The Weekly Standard has done yeoman’s work exposing the insane logic of an MIT professor, the St. Petersburg Times, and the Center for American Progress.

The controversy centers around a study by MIT professor John Reilly that shows a carbon cap and trade would cost the average American household $3,9000 a year. $800 of that figure comes from, according to Reilly, “the cost to the economy [that] involves all those actions people have to take to reduce their use of fossil fuels or find ways to use them without releasing [Green House Gases].” No one disputes that $800 a year cost. It’s the other $3,100 that Reilly, the St.Pete Times, and CAP want to disappear.

Reilly admits that cap and trade policies would cause energy prices for the average American family to rise by $3,128 a year. Reilly also admits that “Those costs do get passed to consumers and income earners in one way or another.”

But here is where Reilly gets creative. Reilly believes that since those extra energy taxes will be collected and then spent by the government in some way, they should not count as costs to the American family. He told the Weekly Standard:

It is not really a matter of returning it or not, no matter what happens this revenue gets recycled into the economy some way. In that regard, whether the money is specifically returned to households with a check that says “your share of GHG auction revenue”, used to cut someone’s taxes, used to pay for some government services that provide benefit to the public, or simply used to offset the deficit (therefore meaning lower Government debt and lower taxes sometime in the future when that debt comes due) is largely irrelevant in the calculation of the “average” household.

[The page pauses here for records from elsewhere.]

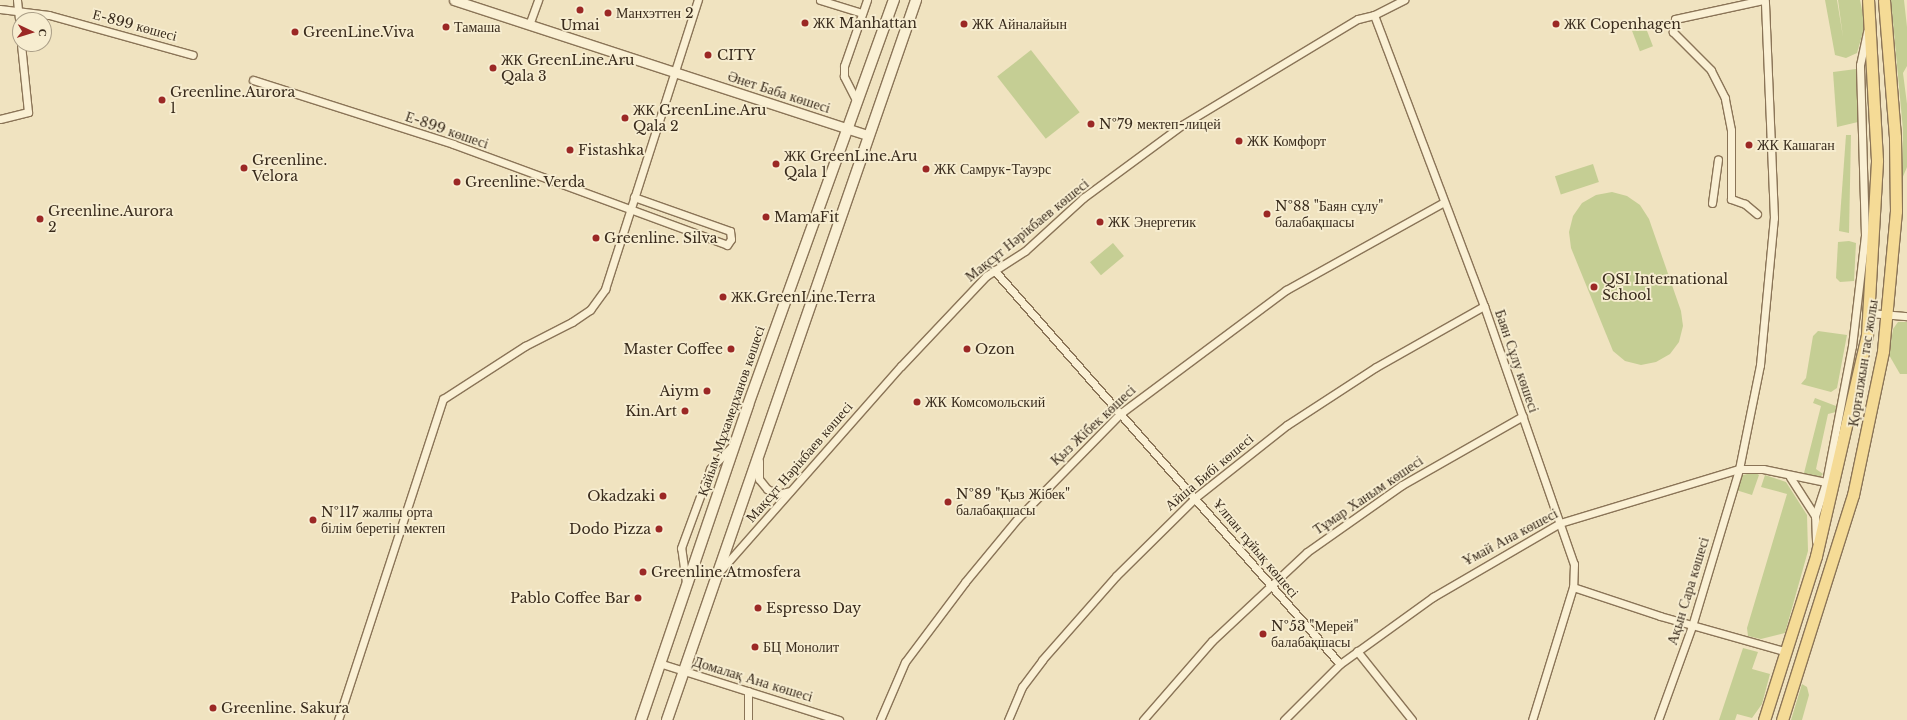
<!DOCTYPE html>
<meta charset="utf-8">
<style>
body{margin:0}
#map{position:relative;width:1907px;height:720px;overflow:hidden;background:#f0e3c0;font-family:"Libre Baskerville",serif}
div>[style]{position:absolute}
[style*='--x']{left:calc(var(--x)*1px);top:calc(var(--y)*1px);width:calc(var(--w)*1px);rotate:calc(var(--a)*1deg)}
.green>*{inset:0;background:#c5ce94;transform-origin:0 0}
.roads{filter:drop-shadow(1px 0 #8a7457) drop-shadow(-1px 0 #8a7457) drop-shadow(0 1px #8a7457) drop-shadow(0 -1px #8a7457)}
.minor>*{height:7px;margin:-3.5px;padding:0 3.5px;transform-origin:3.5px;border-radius:3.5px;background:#faf0d4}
.tertiary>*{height:9px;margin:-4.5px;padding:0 4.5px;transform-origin:4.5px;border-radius:4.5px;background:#faf0d4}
.secondary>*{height:10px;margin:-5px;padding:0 5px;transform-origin:5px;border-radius:5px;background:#faf0d4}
.primary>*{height:11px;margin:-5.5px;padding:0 5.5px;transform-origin:5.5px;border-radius:5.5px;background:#f5db96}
.dots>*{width:11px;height:11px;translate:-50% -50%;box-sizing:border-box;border:2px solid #f7edd0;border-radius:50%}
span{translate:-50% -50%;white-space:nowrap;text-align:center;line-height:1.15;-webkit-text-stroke:3.5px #f7edd0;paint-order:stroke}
.poi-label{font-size:14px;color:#392b1c}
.left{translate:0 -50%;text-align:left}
.right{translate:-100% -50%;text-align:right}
.street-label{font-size:14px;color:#392b1c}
.north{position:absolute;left:12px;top:12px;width:40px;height:40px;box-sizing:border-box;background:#f7edd0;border:1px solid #ab9f88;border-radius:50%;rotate:94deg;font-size:11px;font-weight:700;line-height:16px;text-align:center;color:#392b1c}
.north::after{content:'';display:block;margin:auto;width:14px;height:18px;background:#9b2825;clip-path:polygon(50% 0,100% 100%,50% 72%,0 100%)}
</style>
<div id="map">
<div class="green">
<i style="clip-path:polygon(1825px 0,1837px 0,1843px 37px,1838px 0,1860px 0,1865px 25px,1857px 53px,1846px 58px,1835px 55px)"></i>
<i style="clip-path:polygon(1891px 0,1904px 0,1907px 27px,1907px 66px,1903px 73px,1907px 104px,1907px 167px,1902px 179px,1903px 130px)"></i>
<i style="left:1644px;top:23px;width:25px;height:14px;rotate:69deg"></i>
<i style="left:1031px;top:50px;width:79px;height:43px;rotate:52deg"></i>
<i style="clip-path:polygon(1856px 69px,1858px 122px,1837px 127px,1833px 72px)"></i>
<i style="clip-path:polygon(1846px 135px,1851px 135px,1849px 233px,1839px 231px)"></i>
<i style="left:1593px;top:164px;width:19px;height:40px;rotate:72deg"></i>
<i style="clip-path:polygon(1612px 192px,1627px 196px,1640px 205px,1649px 219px,1681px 311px,1683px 326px,1679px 342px,1670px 354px,1656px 362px,1641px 365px,1625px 361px,1613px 351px,1571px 248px,1569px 232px,1573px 216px,1582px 203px,1596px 195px)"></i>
<i style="clip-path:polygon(1849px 241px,1856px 243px,1854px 281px,1840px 282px,1836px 278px,1838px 242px)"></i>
<i style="left:1113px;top:243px;width:17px;height:30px;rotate:50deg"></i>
<i style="clip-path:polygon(1898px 322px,1907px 322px,1907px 374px,1900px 374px,1889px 355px,1893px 329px)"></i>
<i style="clip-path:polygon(1818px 331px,1847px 335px,1837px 388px,1831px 392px,1801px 384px,1806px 378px,1813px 336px)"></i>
<i style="clip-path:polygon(1815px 398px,1836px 406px,1836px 412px,1828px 414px,1816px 469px,1823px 474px,1820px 477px,1794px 473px,1804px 473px,1821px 406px,1813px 403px)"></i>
<i style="clip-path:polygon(1754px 472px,1759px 475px,1752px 495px,1736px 490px,1740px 476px)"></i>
<i style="clip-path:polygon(1765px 475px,1786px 482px,1807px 515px,1808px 551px,1785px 633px,1761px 639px,1748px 636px,1747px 628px,1787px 494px,1761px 487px)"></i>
<i style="clip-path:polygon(1743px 648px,1758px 652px,1752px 669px,1770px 674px,1762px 704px,1752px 718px,1737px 714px,1735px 720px,1719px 720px)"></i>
<i style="clip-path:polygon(1802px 684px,1807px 687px,1809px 695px,1802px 720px,1791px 720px)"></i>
</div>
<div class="roads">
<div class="minor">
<i style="--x:17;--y:0;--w:31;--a:84"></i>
<i style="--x:820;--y:0;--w:44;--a:17.2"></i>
<i style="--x:0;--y:9;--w:49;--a:7"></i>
<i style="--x:49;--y:15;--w:149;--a:15.5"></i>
<i style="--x:1374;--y:15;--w:311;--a:69.3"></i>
<i style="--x:1484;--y:306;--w:273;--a:70.8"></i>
<i style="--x:1574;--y:564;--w:23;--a:92"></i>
<i style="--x:1573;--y:587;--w:139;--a:107.1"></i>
<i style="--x:529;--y:25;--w:27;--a:-70"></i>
<i style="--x:253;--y:80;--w:210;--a:17.7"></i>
<i style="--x:453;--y:144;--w:292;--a:20.2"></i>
<i style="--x:727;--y:245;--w:7;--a:-56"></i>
<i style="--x:731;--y:239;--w:8;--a:-97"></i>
<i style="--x:730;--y:231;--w:102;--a:-160.5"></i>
<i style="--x:857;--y:102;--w:29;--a:-117"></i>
<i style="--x:844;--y:76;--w:10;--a:-90"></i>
<i style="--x:844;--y:66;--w:70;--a:-70.8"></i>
<i style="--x:0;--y:119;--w:29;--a:-14"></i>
<i style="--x:28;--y:112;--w:68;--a:-95.9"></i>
<i style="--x:1712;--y:203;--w:44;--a:-82.2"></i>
<i style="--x:1757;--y:214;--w:16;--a:-140"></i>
<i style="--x:1745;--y:204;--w:15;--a:-160"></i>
<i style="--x:1731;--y:199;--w:69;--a:-90"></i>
<i style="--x:1731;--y:130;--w:33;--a:-101"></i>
<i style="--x:1725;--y:98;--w:31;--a:-117"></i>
<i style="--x:1711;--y:70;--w:54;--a:-135"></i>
<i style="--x:1673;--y:32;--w:13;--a:-81"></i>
<i style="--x:1675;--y:19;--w:90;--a:-12.2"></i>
<i style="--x:994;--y:270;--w:524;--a:48.71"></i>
<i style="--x:1870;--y:313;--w:37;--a:5"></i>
<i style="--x:759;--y:461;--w:18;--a:90"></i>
<i style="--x:759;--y:479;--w:13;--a:51"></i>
<i style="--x:767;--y:489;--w:12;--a:24"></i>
<i style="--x:778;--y:494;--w:12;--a:-14"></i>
<i style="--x:1790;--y:477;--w:46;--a:57.3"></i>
<i style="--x:1816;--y:541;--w:25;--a:-92"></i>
<i style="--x:1815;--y:516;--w:36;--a:-72"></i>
<i style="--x:1826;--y:482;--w:138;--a:-79.2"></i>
<i style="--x:1852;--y:346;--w:112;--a:-83.3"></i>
<i style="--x:1865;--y:235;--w:170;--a:-91.7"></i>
<i style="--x:1860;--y:65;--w:34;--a:-78"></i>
<i style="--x:720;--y:571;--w:273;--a:-48.6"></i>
<i style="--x:901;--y:366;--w:124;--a:-46.6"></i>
<i style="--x:986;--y:276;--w:46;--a:-32.7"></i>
<i style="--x:1025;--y:251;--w:79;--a:-42.4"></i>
<i style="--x:1083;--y:198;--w:123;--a:-36.4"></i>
<i style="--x:1182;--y:125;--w:205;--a:-31.1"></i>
<i style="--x:1358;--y:19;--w:16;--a:-14"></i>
<i style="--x:1374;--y:15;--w:34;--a:-27"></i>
<i style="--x:686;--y:582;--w:34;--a:-98"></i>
<i style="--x:681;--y:548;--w:84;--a:-69.8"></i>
<i style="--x:710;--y:469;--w:33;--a:-46"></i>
<i style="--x:1573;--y:587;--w:92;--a:18.4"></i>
<i style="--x:1660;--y:616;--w:132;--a:15.8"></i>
<i style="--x:1357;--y:651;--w:88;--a:51.4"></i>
<i style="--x:659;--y:663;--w:189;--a:17.6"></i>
<i style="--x:748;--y:691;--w:29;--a:90"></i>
<i style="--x:338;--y:720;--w:338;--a:-71.9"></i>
<i style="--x:443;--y:399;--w:98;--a:-32.9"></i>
<i style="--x:525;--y:346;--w:53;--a:-27.1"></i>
<i style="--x:572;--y:322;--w:22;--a:-34"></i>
<i style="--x:590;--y:310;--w:26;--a:-54"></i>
<i style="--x:605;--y:289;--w:304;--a:-72.2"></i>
<i style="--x:880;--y:720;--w:63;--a:-66.7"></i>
<i style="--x:905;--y:662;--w:100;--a:-53.1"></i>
<i style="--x:965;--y:582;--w:83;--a:-50.4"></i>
<i style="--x:1018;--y:518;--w:147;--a:-45.6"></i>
<i style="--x:1121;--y:413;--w:206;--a:-36.7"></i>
<i style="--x:1286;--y:290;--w:179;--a:-29.1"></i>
<i style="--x:1008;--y:720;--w:36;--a:-67"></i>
<i style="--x:1022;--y:687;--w:34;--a:-53"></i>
<i style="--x:1042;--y:660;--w:112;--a:-48.6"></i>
<i style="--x:1116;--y:576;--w:112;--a:-44.6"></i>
<i style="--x:1196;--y:497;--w:116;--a:-38.4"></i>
<i style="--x:1287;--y:425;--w:106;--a:-33.1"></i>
<i style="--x:1376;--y:367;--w:124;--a:-29.5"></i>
<i style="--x:1143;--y:720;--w:105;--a:-48.9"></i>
<i style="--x:1212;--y:641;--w:130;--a:-43.1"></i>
<i style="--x:1307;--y:552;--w:116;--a:-35.2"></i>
<i style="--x:1402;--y:485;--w:139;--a:-29.7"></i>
<i style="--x:1284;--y:720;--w:79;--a:-45"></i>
<i style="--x:1340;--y:664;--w:115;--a:-35.8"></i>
<i style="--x:1433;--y:597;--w:147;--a:-30.2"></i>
<i style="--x:1560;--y:523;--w:187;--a:-16.8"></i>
<i style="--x:1739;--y:469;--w:24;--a:0"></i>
<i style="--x:1763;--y:469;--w:64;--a:11.7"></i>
<i style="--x:1658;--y:720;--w:100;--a:-70.1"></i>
<i style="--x:1692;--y:626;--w:164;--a:-73.3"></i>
<i style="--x:1739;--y:469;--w:106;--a:-78.6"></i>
<i style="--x:1760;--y:365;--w:148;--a:-84.6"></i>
<i style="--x:1774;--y:218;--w:218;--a:-92.4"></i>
</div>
<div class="tertiary">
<i style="--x:454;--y:0;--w:435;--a:18.1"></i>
</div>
<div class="secondary">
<i style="--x:641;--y:720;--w:333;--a:-71.2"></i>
<i style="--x:748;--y:405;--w:431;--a:-70.2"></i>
<i style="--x:667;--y:720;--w:762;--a:-70.92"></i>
</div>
<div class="primary">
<i style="--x:1764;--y:720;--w:172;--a:-72.4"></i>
<i style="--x:1816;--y:556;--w:227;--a:-77"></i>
<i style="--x:1867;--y:335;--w:175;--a:-86.7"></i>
<i style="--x:1877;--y:160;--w:160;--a:-93.2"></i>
<i style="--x:1782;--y:720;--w:236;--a:-72.5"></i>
<i style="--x:1853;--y:495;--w:147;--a:-78.2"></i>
<i style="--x:1883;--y:351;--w:141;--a:-84.7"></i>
<i style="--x:1896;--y:211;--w:74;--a:-90.8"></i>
<i style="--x:1895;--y:137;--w:137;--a:-94.6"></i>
</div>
</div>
<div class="dots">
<i style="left:580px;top:10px;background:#9b2825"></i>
<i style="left:608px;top:13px;background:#9b2825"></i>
<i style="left:805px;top:23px;background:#9b2825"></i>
<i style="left:964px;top:24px;background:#9b2825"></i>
<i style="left:1556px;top:24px;background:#9b2825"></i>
<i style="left:446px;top:27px;background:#9b2825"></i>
<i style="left:295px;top:32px;background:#9b2825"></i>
<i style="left:708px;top:55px;background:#9b2825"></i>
<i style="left:493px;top:68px;background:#9b2825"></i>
<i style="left:162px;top:100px;background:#9b2825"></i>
<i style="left:625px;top:118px;background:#9b2825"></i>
<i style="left:1091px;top:124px;background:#9b2825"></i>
<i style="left:1239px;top:141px;background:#9b2825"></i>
<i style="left:1749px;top:145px;background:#9b2825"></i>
<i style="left:570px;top:150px;background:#9b2825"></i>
<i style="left:776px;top:164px;background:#9b2825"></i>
<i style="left:244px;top:168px;background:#9b2825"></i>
<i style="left:926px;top:169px;background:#9b2825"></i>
<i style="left:457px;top:182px;background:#9b2825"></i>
<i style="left:1267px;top:214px;background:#9b2825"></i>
<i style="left:766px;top:217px;background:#9b2825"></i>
<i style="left:40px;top:219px;background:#9b2825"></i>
<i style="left:1100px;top:222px;background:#9b2825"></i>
<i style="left:596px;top:238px;background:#9b2825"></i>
<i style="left:1594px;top:287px;background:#9b2825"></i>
<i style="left:723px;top:297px;background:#9b2825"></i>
<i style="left:731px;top:349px;background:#9b2825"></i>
<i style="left:967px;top:349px;background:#9b2825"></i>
<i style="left:707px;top:391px;background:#9b2825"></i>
<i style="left:917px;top:402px;background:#9b2825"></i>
<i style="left:685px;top:411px;background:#9b2825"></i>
<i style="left:663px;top:496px;background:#9b2825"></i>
<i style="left:948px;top:502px;background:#9b2825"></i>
<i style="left:313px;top:520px;background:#9b2825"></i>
<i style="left:659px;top:529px;background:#9b2825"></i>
<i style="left:643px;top:572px;background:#9b2825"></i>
<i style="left:638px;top:598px;background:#9b2825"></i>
<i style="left:758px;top:608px;background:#9b2825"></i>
<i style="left:1263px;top:634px;background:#9b2825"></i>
<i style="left:755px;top:647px;background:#9b2825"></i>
<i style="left:213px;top:708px;background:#9b2825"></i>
</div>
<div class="poi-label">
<span class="left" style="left:616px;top:13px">Манхэттен 2</span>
<span class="left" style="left:813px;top:23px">ЖК Manhattan</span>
<span class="left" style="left:972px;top:24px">ЖК Айналайын</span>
<span class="left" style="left:1564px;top:24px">ЖК Copenhagen</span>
<span style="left:580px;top:25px">Umai</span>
<span class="left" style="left:454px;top:27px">Тамаша</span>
<span class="left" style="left:303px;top:32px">GreenLine.Viva</span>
<span class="left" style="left:717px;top:55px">CITY</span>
<span class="left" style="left:501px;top:68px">ЖК GreenLine.Aru<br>Qala 3</span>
<span class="left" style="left:170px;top:100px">Greenline.Aurora<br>1</span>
<span class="left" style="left:633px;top:118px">ЖК GreenLine.Aru<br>Qala 2</span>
<span class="left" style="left:1099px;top:124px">№79 мектеп-лицей</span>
<span class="left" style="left:1247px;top:141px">ЖК Комфорт</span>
<span class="left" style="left:1757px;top:145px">ЖК Кашаган</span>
<span class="left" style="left:578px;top:150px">Fistashka</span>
<span class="left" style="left:784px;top:164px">ЖК GreenLine.Aru<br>Qala 1</span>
<span class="left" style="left:252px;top:168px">Greenline.<br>Velora</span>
<span class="left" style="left:934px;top:169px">ЖК Самрук-Тауэрс</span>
<span class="left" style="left:465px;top:182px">Greenline. Verda</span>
<span class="left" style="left:1275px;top:214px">№88 "Баян сұлу"<br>балабақшасы</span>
<span class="left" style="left:48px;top:219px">Greenline.Aurora<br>2</span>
<span class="left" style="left:774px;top:217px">MamaFit</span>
<span class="left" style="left:1108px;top:222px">ЖК Энергетик</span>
<span class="left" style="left:604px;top:238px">Greenline. Silva</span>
<span class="left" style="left:1602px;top:287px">QSI International<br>School</span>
<span class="left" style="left:731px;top:297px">ЖК.GreenLine.Terra</span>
<span class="right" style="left:723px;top:349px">Master Coffee</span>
<span class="left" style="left:975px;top:349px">Ozon</span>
<span class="right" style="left:699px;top:391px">Aiym</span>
<span class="left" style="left:925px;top:402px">ЖК Комсомольский</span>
<span class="right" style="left:677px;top:411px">Kin.Art</span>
<span class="left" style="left:956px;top:502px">№89 "Қыз Жібек"<br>балабақшасы</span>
<span class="right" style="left:655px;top:496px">Okadzaki</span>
<span class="left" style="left:321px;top:520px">№117 жалпы орта<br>білім беретін мектеп</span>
<span class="right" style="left:651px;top:529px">Dodo Pizza</span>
<span class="left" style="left:651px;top:572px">Greenline.Atmosfera</span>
<span class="right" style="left:630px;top:598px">Pablo Coffee Bar</span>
<span class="left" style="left:766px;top:608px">Espresso Day</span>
<span class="left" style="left:1271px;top:634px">№53 "Мерей"<br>балабақшасы</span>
<span class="left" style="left:763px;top:647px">БЦ Монолит</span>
<span class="left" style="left:221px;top:708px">Greenline. Sakura</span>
</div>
<div class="street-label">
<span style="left:135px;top:25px;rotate:15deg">Е-899 көшесі</span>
<span style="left:779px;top:92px;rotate:18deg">Әнет Баба көшесі</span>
<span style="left:447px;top:130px;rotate:19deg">Е-899 көшесі</span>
<span style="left:1027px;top:230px;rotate:-39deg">Мақсұт Нәрікбаев көшесі</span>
<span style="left:1517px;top:361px;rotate:71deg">Баян Сұлу көшесі</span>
<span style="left:1863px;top:363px;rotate:-81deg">Қорғалжын тас жолы</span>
<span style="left:731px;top:411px;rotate:-71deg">Қайым Мұхамедханов көшесі</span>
<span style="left:1093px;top:425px;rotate:-43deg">Қыз Жібек көшесі</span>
<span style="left:799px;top:462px;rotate:-49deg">Мақсұт Нәрікбаев көшесі</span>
<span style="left:1209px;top:472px;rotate:-40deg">Айша Бибі көшесі</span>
<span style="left:1368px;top:495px;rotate:-34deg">Тұмар Ханым көшесі</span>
<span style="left:1510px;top:537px;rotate:-28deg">Ұмай Ана көшесі</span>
<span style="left:1256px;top:548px;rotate:50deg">Ұлпан тұйық көшесі</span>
<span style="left:1688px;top:591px;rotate:-73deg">Ақын Сара көшесі</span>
<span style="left:753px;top:679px;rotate:17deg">Домалақ Ана көшесі</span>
</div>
<div class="north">С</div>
</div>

Got that? Anytime the government takes your money, whether it be in the form of an income tax, or payroll tax, or capital gains tax, according to Reilly and CAP, this actually does not cost American taxpayers anything because eventually the government will spend your money on something anyway.

Without this assumption, Reilly admitted to the Standard, “the cost would then be the Republican estimate [$3,128] plus the cost I estimate [$800].